[[ Data excerpts open ]]
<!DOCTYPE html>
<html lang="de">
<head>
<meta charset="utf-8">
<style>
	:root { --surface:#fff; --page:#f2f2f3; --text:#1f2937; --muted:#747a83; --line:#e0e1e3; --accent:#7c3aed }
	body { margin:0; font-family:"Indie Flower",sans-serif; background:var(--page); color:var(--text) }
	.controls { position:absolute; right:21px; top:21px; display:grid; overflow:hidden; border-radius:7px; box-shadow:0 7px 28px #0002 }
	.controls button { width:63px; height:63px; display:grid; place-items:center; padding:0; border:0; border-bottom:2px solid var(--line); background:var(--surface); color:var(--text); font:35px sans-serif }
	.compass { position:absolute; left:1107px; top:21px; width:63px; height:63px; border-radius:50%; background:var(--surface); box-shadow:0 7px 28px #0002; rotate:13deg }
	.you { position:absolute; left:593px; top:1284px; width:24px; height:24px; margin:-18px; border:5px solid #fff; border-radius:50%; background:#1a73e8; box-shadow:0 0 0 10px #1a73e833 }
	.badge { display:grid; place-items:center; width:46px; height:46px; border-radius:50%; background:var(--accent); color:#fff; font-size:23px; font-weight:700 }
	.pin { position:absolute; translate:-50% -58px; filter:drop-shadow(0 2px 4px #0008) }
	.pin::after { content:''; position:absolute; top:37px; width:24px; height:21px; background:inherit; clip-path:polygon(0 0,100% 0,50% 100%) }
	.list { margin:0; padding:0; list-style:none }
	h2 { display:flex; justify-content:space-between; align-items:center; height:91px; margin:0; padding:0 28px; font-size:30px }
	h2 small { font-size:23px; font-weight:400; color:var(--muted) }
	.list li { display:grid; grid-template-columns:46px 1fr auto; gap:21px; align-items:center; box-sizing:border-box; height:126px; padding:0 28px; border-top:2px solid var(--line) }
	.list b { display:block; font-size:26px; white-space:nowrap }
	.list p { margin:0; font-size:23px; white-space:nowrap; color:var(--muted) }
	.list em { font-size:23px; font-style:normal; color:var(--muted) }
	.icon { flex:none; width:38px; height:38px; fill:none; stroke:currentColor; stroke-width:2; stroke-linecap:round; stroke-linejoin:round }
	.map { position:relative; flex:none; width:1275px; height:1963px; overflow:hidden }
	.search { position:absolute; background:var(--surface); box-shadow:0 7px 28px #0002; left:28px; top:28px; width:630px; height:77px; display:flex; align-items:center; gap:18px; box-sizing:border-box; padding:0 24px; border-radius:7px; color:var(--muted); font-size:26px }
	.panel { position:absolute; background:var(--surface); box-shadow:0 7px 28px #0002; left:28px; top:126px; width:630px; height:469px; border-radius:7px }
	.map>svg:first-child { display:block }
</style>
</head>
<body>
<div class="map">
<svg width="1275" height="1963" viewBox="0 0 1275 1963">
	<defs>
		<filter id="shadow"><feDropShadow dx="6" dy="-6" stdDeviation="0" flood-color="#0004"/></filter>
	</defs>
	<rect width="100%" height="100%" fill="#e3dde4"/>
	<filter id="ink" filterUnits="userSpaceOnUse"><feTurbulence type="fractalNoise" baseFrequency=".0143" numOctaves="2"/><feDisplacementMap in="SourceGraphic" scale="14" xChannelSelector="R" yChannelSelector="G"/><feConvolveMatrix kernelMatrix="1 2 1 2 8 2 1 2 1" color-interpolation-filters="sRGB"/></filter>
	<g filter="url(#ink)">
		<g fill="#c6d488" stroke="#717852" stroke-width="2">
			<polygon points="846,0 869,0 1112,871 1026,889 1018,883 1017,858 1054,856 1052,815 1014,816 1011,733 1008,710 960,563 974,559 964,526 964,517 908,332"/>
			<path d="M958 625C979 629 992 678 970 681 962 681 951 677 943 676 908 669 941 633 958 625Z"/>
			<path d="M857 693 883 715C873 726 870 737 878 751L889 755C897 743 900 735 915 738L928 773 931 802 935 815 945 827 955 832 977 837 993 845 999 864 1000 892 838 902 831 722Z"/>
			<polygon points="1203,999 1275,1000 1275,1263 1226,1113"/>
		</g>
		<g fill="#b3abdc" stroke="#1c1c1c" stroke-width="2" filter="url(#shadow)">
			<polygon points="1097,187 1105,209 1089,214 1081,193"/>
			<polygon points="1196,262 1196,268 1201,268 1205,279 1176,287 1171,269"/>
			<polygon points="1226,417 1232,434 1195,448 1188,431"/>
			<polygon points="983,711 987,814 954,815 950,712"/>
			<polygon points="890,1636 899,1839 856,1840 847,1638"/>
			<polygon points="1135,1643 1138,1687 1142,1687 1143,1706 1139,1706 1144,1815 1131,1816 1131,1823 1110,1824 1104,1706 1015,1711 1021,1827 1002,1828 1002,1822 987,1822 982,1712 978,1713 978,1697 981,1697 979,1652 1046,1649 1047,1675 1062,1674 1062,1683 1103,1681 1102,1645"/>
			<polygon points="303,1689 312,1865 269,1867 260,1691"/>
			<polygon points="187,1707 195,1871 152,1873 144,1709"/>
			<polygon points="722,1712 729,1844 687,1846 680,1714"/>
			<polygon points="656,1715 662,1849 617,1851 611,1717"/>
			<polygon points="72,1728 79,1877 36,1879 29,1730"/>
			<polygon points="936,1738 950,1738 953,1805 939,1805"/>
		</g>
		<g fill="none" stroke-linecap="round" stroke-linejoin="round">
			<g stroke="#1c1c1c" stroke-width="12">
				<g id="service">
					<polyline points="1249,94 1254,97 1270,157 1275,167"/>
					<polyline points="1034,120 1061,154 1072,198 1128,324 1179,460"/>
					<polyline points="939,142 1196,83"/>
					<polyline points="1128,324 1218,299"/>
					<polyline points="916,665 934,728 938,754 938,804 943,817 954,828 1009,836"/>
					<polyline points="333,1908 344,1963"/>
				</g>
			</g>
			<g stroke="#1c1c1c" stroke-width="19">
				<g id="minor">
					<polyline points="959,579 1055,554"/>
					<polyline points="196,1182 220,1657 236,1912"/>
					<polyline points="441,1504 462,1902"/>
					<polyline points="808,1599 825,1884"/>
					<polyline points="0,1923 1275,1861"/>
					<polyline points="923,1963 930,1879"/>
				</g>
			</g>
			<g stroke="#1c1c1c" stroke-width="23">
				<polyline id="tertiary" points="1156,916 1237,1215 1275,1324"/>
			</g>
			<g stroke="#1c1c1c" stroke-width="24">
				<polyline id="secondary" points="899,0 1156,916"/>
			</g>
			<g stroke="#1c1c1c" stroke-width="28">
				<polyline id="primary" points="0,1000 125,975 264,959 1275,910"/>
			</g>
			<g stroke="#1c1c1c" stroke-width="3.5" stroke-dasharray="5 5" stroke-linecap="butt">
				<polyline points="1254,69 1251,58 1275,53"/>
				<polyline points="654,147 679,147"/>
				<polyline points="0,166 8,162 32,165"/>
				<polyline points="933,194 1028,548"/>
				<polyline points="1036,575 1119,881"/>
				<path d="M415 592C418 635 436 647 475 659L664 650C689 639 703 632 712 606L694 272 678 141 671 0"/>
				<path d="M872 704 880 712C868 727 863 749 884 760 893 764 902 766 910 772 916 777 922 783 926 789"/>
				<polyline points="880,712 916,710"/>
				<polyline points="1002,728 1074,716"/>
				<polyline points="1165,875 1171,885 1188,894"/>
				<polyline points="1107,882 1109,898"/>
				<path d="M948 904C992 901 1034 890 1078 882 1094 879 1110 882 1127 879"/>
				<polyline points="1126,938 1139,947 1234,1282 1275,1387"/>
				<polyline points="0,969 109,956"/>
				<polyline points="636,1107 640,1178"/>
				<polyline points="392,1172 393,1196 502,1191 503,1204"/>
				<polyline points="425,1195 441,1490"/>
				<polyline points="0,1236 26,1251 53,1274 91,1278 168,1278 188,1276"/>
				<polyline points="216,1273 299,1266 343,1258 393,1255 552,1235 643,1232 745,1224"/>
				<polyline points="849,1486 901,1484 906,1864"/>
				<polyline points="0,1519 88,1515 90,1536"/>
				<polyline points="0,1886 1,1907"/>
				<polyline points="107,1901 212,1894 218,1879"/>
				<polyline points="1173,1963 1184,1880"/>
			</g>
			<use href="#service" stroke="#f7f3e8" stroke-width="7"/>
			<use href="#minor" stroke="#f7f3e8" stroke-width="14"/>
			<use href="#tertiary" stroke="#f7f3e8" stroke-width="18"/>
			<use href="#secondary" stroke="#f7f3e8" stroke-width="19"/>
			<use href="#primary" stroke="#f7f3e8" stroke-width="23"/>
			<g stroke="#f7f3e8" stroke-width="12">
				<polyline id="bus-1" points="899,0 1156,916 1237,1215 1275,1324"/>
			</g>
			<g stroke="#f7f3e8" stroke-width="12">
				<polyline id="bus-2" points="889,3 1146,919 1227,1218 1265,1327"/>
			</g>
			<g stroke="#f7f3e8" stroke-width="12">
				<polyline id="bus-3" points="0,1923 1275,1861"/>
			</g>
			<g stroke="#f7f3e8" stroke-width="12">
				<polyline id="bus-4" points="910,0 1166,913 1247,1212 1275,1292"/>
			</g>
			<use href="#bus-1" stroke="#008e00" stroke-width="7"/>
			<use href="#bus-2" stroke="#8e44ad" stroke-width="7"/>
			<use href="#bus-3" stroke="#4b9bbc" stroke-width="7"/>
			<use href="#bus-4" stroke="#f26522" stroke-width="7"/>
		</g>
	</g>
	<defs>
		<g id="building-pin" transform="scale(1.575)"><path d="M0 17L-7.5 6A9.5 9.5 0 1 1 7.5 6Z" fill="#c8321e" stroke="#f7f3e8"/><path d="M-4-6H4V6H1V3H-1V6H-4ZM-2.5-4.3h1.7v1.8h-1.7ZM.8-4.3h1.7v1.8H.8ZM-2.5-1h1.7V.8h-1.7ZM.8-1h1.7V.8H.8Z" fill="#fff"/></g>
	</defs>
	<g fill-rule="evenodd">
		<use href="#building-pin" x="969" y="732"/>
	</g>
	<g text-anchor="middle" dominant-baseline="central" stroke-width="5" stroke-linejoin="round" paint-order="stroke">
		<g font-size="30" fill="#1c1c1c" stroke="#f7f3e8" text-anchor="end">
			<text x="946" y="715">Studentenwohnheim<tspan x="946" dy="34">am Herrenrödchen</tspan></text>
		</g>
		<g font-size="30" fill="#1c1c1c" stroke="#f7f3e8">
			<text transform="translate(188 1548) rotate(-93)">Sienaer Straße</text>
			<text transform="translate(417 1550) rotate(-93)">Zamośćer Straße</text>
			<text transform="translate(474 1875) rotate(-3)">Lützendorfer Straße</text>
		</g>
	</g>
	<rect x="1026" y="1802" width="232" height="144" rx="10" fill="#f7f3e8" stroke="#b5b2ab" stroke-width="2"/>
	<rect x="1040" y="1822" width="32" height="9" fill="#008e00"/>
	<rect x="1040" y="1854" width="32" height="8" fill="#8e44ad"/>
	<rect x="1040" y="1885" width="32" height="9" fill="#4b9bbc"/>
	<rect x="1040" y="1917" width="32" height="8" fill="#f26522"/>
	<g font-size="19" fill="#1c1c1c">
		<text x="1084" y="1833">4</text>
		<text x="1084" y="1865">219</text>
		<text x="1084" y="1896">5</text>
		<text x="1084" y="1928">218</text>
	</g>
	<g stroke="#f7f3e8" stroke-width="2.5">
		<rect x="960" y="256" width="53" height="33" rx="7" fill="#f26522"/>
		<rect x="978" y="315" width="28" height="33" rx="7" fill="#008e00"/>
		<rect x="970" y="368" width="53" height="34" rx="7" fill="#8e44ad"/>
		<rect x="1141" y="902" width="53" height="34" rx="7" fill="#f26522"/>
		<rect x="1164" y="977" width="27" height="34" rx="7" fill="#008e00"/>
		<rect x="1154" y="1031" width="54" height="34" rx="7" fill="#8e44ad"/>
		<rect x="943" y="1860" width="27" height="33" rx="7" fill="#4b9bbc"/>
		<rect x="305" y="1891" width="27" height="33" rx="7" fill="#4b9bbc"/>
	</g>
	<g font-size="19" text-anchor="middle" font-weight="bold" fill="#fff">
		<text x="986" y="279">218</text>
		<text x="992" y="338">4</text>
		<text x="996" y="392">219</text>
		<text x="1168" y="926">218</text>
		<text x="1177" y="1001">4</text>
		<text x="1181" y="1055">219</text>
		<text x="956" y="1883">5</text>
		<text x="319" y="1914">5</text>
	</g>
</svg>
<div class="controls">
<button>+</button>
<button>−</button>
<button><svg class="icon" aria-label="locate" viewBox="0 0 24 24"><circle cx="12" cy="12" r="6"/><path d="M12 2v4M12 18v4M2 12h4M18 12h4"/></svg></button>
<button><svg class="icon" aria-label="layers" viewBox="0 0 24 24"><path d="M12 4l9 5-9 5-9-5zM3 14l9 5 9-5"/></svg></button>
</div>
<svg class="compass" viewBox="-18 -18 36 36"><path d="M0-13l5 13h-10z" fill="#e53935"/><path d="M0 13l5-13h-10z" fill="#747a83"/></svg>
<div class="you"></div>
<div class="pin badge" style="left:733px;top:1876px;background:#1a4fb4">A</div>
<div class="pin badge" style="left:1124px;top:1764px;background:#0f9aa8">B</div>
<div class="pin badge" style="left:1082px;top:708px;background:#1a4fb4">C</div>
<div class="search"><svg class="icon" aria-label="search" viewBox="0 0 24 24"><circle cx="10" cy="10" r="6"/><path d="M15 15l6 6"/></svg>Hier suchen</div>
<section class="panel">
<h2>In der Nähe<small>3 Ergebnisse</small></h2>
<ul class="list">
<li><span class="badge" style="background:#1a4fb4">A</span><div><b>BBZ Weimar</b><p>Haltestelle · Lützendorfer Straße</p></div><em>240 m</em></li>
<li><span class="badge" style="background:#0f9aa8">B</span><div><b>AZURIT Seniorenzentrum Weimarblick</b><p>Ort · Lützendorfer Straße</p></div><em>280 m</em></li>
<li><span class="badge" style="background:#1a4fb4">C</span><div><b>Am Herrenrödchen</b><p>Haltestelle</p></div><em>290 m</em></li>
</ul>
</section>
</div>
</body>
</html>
[[ Data excerpts closed ]]
_Work to complete_
All lines from the opening of the records through the line where "margin:0; padding:0; list-style:none" occurs are to be output verbatim. No other line belongs in the answer.

_Written response_
<!DOCTYPE html>
<html lang="de">
<head>
<meta charset="utf-8">
<style>
	:root { --surface:#fff; --page:#f2f2f3; --text:#1f2937; --muted:#747a83; --line:#e0e1e3; --accent:#7c3aed }
	body { margin:0; font-family:"Indie Flower",sans-serif; background:var(--page); color:var(--text) }
	.controls { position:absolute; right:21px; top:21px; display:grid; overflow:hidden; border-radius:7px; box-shadow:0 7px 28px #0002 }
	.controls button { width:63px; height:63px; display:grid; place-items:center; padding:0; border:0; border-bottom:2px solid var(--line); background:var(--surface); color:var(--text); font:35px sans-serif }
	.compass { position:absolute; left:1107px; top:21px; width:63px; height:63px; border-radius:50%; background:var(--surface); box-shadow:0 7px 28px #0002; rotate:13deg }
	.you { position:absolute; left:593px; top:1284px; width:24px; height:24px; margin:-18px; border:5px solid #fff; border-radius:50%; background:#1a73e8; box-shadow:0 0 0 10px #1a73e833 }
	.badge { display:grid; place-items:center; width:46px; height:46px; border-radius:50%; background:var(--accent); color:#fff; font-size:23px; font-weight:700 }
	.pin { position:absolute; translate:-50% -58px; filter:drop-shadow(0 2px 4px #0008) }
	.pin::after { content:''; position:absolute; top:37px; width:24px; height:21px; background:inherit; clip-path:polygon(0 0,100% 0,50% 100%) }
	.list { margin:0; padding:0; list-style:none }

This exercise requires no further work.